Anche sulla guerra c’è scarsa tolleranza per il dissenso rispetto alla vulgata occidentalista.
«Nessuno solleva dalle responsabilità Putin, l’attacco è da condannare, ma la ricostruzione della storia non può prescindere da chi non ha voluto trattative e voleva impiantare basi Nato a pochi passi da Mosca. Nell’informazione sul conflitto a est, non si possono avere opinioni difformi da quelle di regime».
Oltreoceano il dibattito è prigioniero di Trump e della cancel culture?
«In questa fase da italiano ed europeo, rimpiango Trump. Poteva essere sgradevole ma la sua polita estera non era di intervento militare nel mondo, non c’era espansionismo Nato e l’imposizione di un nuovo ordine mondiale. Lo slogan «America first» indicava di occuparsi dell’America in primis. Non a caso abbiamo avuto tensioni e guerre con l’arrivo di Biden».
Anche la democrazia sanitaria ha registrato una dialettica elettrica sul tema delle libertà limitate.
«Penso con preoccupazione alle restrizioni adottate in materia di regime sanitario: mi sembrano una prova generale di una nuova stretta in arrivo con le convenzioni del politicamente corretto e le politiche pandemiche. Si punta a ridurre i diritti elementari delle persone. Il “modello pandemia” è stato esportate anche oltre».
Formula anche una critica «alla sostanza dell’impegno» di Saviano, Carofiglio e della Murgia. A cosa si riferisce?
«Prendo le mosse dal libro contro l’impegno di Walter Siti. L’impegno non è deplorevole, ma la qualità dell’impegno è deplorevole. Quando si è conformisti, si prescinde dalla realtà, si fa prevalere l’odio verso gli altri - travestito dall’odio verso chi odia - si impoverisce la cultura e la polemica culturale. E si arriva al rifiuto di conoscere le ragioni degli altri».

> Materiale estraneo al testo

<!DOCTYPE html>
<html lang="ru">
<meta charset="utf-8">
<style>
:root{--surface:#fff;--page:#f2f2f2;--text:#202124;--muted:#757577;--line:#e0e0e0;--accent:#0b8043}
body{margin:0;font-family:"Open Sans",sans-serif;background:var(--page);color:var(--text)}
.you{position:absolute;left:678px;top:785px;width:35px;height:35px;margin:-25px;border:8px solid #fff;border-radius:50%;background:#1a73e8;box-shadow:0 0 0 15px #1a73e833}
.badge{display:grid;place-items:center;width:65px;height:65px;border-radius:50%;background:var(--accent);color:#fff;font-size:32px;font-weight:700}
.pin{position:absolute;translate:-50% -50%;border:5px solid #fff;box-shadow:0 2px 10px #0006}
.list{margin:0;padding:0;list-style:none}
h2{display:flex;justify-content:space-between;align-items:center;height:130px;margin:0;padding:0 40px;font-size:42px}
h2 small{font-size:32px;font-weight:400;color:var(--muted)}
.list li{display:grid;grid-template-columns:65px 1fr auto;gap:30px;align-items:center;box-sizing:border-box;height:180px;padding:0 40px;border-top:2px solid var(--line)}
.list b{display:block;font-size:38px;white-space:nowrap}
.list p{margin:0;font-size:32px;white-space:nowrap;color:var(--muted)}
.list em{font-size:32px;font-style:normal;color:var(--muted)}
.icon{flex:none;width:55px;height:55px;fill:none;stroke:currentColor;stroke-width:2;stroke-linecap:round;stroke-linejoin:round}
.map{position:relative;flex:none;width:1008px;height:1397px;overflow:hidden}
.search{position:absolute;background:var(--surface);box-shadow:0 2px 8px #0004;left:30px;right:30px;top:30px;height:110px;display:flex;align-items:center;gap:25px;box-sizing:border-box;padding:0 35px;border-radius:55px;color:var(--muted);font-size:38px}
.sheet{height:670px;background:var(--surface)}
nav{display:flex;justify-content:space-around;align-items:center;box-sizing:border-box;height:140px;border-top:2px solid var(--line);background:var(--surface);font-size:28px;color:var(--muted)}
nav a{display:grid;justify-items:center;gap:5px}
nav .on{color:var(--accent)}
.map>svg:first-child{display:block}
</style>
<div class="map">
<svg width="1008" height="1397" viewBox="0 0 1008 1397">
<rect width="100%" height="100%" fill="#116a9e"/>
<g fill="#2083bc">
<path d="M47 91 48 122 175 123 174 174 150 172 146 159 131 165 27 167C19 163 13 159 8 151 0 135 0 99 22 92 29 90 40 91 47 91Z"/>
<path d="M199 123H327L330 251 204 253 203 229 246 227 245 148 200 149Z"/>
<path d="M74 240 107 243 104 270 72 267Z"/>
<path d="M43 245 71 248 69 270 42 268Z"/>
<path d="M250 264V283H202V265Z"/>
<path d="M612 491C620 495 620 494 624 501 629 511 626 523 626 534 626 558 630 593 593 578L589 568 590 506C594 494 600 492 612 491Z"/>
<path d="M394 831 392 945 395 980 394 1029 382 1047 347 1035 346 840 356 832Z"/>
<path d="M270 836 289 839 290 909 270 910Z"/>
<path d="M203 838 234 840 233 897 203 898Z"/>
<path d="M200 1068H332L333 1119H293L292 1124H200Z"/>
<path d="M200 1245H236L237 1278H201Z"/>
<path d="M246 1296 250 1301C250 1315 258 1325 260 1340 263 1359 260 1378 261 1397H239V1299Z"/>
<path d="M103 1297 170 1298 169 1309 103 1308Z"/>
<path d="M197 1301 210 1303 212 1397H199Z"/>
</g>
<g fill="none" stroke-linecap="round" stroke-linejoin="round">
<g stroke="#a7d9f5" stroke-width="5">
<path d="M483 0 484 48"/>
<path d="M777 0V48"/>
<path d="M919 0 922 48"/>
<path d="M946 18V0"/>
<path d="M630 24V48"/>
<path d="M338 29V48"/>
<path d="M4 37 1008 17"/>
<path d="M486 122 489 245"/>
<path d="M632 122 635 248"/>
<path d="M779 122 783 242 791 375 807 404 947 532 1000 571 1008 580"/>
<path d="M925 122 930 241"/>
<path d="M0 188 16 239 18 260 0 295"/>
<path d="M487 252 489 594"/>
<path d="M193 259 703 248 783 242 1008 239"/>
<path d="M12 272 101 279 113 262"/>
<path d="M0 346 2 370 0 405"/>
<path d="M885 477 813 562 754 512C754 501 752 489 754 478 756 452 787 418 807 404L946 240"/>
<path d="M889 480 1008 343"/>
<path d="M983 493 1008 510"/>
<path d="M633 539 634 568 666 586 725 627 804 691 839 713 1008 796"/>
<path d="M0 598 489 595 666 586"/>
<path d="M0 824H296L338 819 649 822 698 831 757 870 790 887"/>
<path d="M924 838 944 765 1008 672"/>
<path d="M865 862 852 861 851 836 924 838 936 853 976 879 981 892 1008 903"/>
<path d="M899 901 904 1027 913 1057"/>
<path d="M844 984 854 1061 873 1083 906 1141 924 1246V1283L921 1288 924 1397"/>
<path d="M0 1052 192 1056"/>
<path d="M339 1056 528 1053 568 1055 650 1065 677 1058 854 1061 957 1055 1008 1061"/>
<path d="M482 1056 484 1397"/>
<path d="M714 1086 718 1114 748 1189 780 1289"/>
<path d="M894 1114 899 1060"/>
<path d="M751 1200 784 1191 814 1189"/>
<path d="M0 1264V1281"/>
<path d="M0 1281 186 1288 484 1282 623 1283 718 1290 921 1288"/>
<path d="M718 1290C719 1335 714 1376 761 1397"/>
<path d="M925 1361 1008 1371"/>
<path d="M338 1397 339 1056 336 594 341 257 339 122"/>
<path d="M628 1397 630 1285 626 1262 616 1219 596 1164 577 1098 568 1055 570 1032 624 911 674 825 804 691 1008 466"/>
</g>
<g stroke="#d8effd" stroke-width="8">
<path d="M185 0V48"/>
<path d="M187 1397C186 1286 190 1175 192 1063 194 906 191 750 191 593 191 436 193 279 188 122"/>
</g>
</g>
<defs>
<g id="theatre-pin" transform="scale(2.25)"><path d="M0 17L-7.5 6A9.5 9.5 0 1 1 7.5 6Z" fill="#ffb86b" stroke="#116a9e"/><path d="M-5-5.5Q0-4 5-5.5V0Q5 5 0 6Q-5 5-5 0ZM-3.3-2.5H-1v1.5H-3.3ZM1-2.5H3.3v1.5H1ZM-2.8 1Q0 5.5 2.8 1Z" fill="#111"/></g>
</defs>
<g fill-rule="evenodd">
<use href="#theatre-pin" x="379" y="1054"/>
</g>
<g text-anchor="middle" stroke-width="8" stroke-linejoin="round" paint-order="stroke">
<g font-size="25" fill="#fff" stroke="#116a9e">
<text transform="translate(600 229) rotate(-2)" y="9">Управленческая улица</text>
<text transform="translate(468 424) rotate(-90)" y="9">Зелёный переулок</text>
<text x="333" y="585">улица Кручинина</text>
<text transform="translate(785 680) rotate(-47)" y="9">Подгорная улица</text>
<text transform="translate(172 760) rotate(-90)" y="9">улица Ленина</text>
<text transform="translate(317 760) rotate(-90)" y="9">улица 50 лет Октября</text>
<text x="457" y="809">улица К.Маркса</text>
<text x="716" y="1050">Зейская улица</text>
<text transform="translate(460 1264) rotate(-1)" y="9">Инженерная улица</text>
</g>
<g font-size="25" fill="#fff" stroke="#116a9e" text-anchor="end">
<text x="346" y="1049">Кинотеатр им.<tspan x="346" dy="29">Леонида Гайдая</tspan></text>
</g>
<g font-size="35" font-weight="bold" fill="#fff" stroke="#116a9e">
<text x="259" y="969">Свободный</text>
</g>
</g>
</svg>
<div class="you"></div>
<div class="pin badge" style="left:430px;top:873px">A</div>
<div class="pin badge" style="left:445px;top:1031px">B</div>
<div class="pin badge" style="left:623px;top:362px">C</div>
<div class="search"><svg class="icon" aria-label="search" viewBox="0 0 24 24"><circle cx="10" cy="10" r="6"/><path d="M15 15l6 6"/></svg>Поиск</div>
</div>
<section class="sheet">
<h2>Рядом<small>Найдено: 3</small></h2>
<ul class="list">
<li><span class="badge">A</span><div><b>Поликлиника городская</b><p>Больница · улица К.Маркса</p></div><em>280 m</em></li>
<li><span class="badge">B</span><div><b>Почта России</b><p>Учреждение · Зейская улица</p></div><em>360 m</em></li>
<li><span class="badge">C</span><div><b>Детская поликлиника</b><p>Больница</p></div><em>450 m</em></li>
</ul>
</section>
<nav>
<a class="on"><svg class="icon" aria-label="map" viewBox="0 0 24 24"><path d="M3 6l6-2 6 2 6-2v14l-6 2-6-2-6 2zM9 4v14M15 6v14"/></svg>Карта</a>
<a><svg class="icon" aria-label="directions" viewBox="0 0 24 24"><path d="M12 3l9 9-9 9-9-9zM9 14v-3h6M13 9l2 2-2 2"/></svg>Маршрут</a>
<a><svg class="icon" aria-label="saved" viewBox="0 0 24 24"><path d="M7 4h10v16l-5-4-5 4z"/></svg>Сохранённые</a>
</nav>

Diventa indispensabile l’educazione sentimentale all’anticonformismo. Consiglia di partire dai romanzi di Michel Houellebecq o dai saggi dell’ex intellettuale di sinistra Renaud Camus?
«Ci sono autori come Regis Debray che hanno scritto saggi preziosi sull’elogio della frontiera, o le riflessioni di pensatori come Massimo Cacciari, Giorgio Agamben, Geminello Preterossi, o di altri studiosi che vengono dal marxismo. Non dobbiamo partire dall’idea che non c’è nulla oltre il conformismo. Non c’è una organizzazione che si contrappone al politicamente corretto, ma ci sono autori che esprimono singolarmente questo disagio, distinguendosi dal mainstream».
Il suo saggio sembra indicare una via per una salvezza spirituale.
«Nel libro diffido dalla proposta politica. C’è conformismo anche nei partiti. Il riscatto passa da una via personale, grazie alla spada dell’intelligenza, con gruppi di lettura, singoli, piccole comunità e movimenti di pensiero: bisogna perforare la coltre di conformismo che ci imprigiona. Ci si salva con l’emigrazione interiore, scoprendo la bellezza di passato, futuro, spazio eterno e mitico».
Oltre questi rifugi, che fare?
«Il mio consiglio finale è tentare “l'assalto al cielo”, non come nel 1968 per buttare giù dei, ma per sgombrare l’orizzonte e renderlo disponibile al nostro sguardo».